When’s the last time income inequality wasn’t a going concern for human societies? Pre-history? I suppose hunter gatherers can’t store much wealth.

The SCALE of the wealth of the top one tenth of one percent of Americans is hard to imagine. (Ok, numbers help, I’ll grant you that.) But really, a hundred milliionaire can spend his whole day, every day, drinking fine champagne, eating steaks and snorting cocaine off the butts of hookers, and it would not affect his pile at all. We can tax the ultra rich at 50 percent and they can still have their monthly trips to Barbados or Europe, their yachts, their swimming pools with fine homes attached, and they would not feel it at all in terms of their personal lifestyles. Think about Mitt Romney building an elevator for his cars in his new house. It seems insanely extravagant to many of us, but for him it’s a reasonable decision. The money doesn’t matter. Just what he wants.

My point is, for the very wealthy taxation is an abstract thing. People don’t seem to be getting this.
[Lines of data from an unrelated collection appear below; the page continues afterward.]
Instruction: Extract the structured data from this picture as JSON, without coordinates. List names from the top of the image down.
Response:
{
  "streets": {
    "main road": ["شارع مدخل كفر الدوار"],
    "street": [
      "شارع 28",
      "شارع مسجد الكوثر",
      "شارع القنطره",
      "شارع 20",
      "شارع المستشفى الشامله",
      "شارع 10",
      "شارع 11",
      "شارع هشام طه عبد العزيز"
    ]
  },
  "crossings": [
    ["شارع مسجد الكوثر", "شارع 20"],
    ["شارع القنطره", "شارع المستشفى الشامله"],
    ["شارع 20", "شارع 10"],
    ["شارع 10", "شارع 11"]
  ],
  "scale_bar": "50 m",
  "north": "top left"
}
I know the rich probably have inflated senses of what is needed for a decent lifestyle, but really … they don’t FEEL tax increases the way somebody who has to pawn his watch to get enough money to buy gas to get to work the week before payday does. If you don’t understand that … I don’t know if we can communicate.
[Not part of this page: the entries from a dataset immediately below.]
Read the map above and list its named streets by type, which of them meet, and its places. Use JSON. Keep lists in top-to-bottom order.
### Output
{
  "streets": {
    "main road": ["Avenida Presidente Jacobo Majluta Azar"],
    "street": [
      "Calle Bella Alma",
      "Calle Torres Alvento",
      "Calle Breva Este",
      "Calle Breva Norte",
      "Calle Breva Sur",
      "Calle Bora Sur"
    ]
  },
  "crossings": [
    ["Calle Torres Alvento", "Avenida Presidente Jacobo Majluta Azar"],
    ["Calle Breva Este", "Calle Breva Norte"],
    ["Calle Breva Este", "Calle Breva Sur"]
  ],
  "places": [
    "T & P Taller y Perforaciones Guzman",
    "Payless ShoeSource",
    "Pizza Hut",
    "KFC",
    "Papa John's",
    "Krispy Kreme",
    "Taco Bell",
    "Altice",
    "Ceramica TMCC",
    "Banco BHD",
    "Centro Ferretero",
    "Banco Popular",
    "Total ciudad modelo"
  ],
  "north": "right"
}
Have you seen this? It doesnt really answer the question, but it’s pretty neat -

It was his[sup][/sup] wealth that he[sup][/sup] was contributing. Or do property rights mean nothing to you?

[sub]*Feel free to substitute the gender-specific pronouns of your choice.[/sub]

Yes, but it’s also true that if improvement reaps no benefits, even if it doesn’t get you investigated or worse, people will do their best to be the levelest little nail on the board. Or at least to be very, very discrete while reading the Dope and organizing their playlists.

Ok ok. NO, I realize it’s not a new idea. What I meant was it’s all of a suddden the ‘new’ thing in the news cycle. It went from zero to all over the place in what seemend like two days.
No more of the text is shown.